Although this file is unfinished, it is considered one of the foundational documents of the history of our country, since it is the earliest document of the Aztec migration and the historical version it portrays is one of the most widely used. It is even reproduced in large dimensions in the central courtyard of the National Museum of Anthropology.
The codex, also known as the Pilgrimage Strip, was made on a strip of amate made up of 22 sheets that form a screen of 5.49 meters. It is believed that it may be based on or a copy of an older document.
According to what is narrated in the plates, the god Huitzilopochtli orders the Aztecs to abandon Aztlan, their land of origin whose name means "place of herons" or "place of whiteness", a mysterious site located to the north that probably gets its name from the abundance of herons in the waters surrounding the island where this people originally settled.
Their god tells them to look for a new settlement, so the Aztecs, carrying the relics or a wooden figure representing Huitzilopochtli, begin their journey through desert places accompanied by seven or eight barrios from a nearby village.
After separating from them by order of their god, they encountered on their way the mimixcoas, lunar divinities or demons. Huitzilopochtli ordered the Aztecs to sacrifice them as a first offering to him.
After the sacrifice, Huitzilopochtli renamed his people and from that moment on they took the name of Mexica; they were thus consecrated when their god gave them the bow, arrow and net.
They continued on their way and settled for the first time since leaving Aztlan in Coatlicamac (the jaws of the serpent) and Cuextecaichocayan (place where the Huastec cried). The codex narrates that after several decades they arrived at Tollan, where they stayed for 20 years, to later arrive at the ancient lake of Texcoco, where they traveled and settled in different areas for several years (Tlemaco, Atotonilco, Apazco, Tzompanco, Xaltocan, Acalhuacan, Ehecatepetl, Tulpetlac and Cohuatitlan, in the latter they discovered the maguey and learned to make pulque).
They are attacked by a village and forced to settle in Pantitlan, where they are victims of an epidemic.
They continued their nomadic journey until they settled in Chapultepec for 20 years, but there they are taken prisoner by the tlatoani of Colhuacan, who, given the abundance of Mexica in one of his neighborhoods, uses them as warriors to get rid of them in a battle against the Xochimelcas.
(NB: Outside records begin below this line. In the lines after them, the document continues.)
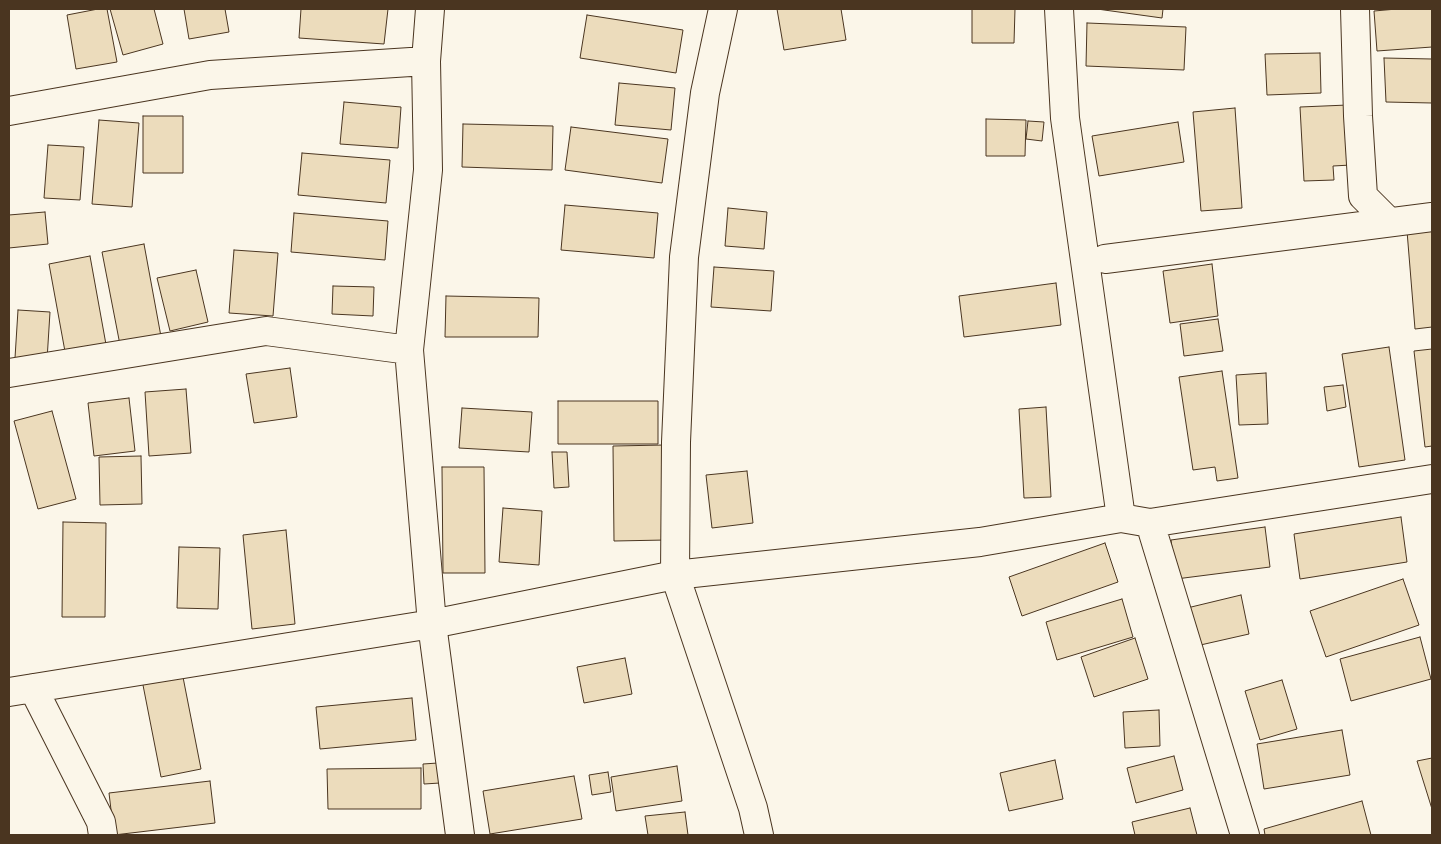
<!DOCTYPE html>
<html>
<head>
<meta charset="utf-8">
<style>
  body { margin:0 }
  #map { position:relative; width:1441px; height:844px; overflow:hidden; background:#fbf6e9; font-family:"Open Sans",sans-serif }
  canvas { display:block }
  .frame { position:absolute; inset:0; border:10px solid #4a3520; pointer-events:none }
</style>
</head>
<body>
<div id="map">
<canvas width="1441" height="844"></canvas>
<div class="frame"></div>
</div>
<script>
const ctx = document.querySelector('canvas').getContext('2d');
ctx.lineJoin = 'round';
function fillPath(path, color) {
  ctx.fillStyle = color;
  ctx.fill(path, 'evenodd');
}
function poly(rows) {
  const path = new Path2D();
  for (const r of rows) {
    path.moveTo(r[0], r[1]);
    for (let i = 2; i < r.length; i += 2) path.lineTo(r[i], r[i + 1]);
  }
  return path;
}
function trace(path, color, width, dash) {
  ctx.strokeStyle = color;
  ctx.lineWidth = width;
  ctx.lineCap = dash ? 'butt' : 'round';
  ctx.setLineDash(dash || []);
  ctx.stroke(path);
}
const building = poly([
  [98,9,107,9,117,62,76,69,67,15,98,9],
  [110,9,154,9,163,44,123,55,110,9],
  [184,9,225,9,229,32,189,39,184,9],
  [301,9,388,9,384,44,299,38,301,9],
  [777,9,841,9,846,40,784,50,777,9],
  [972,9,1015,9,1014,43,972,43,972,9],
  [1097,9,1163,9,1162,18,1097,9],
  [1397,9,1432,9,1432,47,1377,51,1374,11,1397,9],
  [587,15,683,30,676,73,580,58,587,15],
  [1087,23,1186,27,1184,70,1086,66,1087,23],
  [1320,53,1321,93,1267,95,1265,54,1320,53],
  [1384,58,1432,59,1432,103,1386,102,1384,58],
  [619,83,675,88,671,130,615,125,619,83],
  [344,102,401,107,398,148,340,144,344,102],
  [1348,105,1351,165,1333,166,1334,180,1304,181,1300,107,1348,105],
  [1235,108,1242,208,1201,211,1193,112,1235,108],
  [143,116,183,116,183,173,143,173,143,116],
  [986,119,1026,120,1025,156,986,156,986,119],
  [99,120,139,123,132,207,92,204,99,120],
  [1028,121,1044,122,1042,141,1026,139,1028,121],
  [1178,122,1184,162,1099,176,1092,136,1178,122],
  [463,124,553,126,552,170,462,167,463,124],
  [571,127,668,139,662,183,565,170,571,127],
  [48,145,84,147,80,200,44,198,48,145],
  [302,153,390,160,386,203,298,195,302,153],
  [565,205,658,213,654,258,561,250,565,205],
  [728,208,767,212,764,249,725,246,728,208],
  [45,212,48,244,9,248,9,215,45,212],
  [294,213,388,221,385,260,291,252,294,213],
  [1432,229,1432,327,1415,329,1407,231,1432,229],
  [144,244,162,342,121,350,102,252,144,244],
  [234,250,278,253,273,316,229,313,234,250],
  [90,256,107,350,66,357,49,264,90,256],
  [1212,264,1218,316,1170,323,1163,271,1212,264],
  [714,267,774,271,771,311,711,307,714,267],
  [196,270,208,322,170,331,157,278,196,270],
  [1056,283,1061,325,964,337,959,296,1056,283],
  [333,286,374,287,373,316,332,314,333,286],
  [446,296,539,298,538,337,445,337,446,296],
  [18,310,50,312,47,360,15,358,18,310],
  [1218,319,1223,351,1184,356,1180,324,1218,319],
  [1389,347,1405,460,1359,467,1342,354,1389,347],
  [1432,349,1432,446,1425,447,1414,351,1432,349],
  [290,368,297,417,254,423,246,374,290,368],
  [1222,371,1238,478,1217,481,1215,467,1193,470,1179,377,1222,371],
  [1266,373,1268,424,1239,425,1236,375,1266,373],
  [1343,385,1346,407,1327,411,1324,387,1343,385],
  [186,389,191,453,149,456,145,392,186,389],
  [129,398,135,451,94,456,88,403,129,398],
  [558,401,658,401,658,444,558,444,558,401],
  [1046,407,1051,497,1024,498,1019,409,1046,407],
  [462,408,532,412,529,452,459,448,462,408],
  [52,411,76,499,38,509,14,421,52,411],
  [665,445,666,540,614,541,613,446,665,445],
  [552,452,567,452,569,487,554,488,552,452],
  [141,456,142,504,100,505,99,457,141,456],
  [442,467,484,467,485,573,443,573,442,467],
  [747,471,753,523,712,528,706,475,747,471],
  [503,508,542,511,539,565,499,562,503,508],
  [1401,517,1407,562,1300,579,1294,534,1401,517],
  [63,522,106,523,105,617,62,617,63,522],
  [1265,527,1270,567,1176,579,1171,540,1265,527],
  [286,530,295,624,252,629,243,535,286,530],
  [1105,543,1118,582,1022,616,1009,577,1105,543],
  [179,547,220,548,218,609,177,608,179,547],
  [1403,579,1419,625,1326,657,1310,611,1403,579],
  [1241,595,1249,634,1196,646,1187,608,1241,595],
  [1122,599,1133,637,1057,660,1046,622,1122,599],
  [1420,637,1431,679,1351,701,1340,659,1420,637],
  [1135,638,1148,679,1094,697,1081,657,1135,638],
  [625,658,632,694,584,703,577,667,625,658],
  [182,672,201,769,161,777,142,680,182,672],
  [1282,680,1297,729,1260,740,1245,691,1282,680],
  [412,698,416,740,320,749,316,707,412,698],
  [1159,710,1160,746,1125,748,1123,712,1159,710],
  [1342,730,1350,775,1264,789,1257,744,1342,730],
  [1174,756,1183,790,1136,803,1127,768,1174,756],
  [1432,758,1432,809,1417,761,1432,758],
  [1055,760,1063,799,1009,811,1000,773,1055,760],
  [438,763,440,783,424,784,423,764,438,763],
  [677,766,682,801,616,811,611,777,677,766],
  [421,768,421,809,328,809,327,769,421,768],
  [608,772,611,792,592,795,589,775,608,772],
  [574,776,582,819,490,834,483,791,574,776],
  [210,781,215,823,114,835,109,793,210,781],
  [1362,801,1371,835,1265,835,1264,829,1362,801],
  [1190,808,1197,835,1135,835,1132,822,1190,808],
  [685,812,688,835,648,835,645,816,685,812]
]);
fillPath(building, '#ecdcbc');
trace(building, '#4a3520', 1);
const minor = poly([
  [430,9,426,61,428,170,409,350,432,624,460,835],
  [723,9,705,93,684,257,676,442,675,575,753,808,759,835],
  [1059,9,1065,118,1121,518],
  [1355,9,1358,116,1363,196,1389,222],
  [9,111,210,75,426,61],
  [1105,259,1432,217],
  [9,373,266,331,409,350],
  [1150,523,1245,835],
  [33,688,101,822,103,835],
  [9,692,432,624,675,575,980,542,1121,518,1150,523,1432,479]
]);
trace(minor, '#4a3520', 30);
trace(minor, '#fbf6e9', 28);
</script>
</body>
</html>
The tlatoani asks them to kill or take prisoner several of them and to cut off their ears, which they must carry in a sack as a token of their feat. The Mexica organize themselves and decide to use obsidian blades as weapons and resolve that they will cut off the noses of their enemies so that the tlatoani of Colhuacan does not think that they cut off both ears; thus they will carry one piece for each enemy.
This is the point of the Codex Boturini, which relates the vicissitudes of this people prior to the encounter with the sacred manifestation of the eagle over the tunal, a vision narrated as a prophecy dictated by Huitzilopochtli as a sign of the place chosen to settle.
From this moment the definitive sedentary period of the Mexica begins; the portent of the eagle and the nopal is narrated in the Codex Mendocino, in which it is shown among other characters Tenoch, a priest seated on a petate that glimpses the eagle where Tenochtitlan is founded (the place near the tunal).
There is no consensus on the date of its foundation; however, at the beginning of the 20th century, March 13, 1325, was designated as the date for the commemoration of the founding of Tenochtitlan.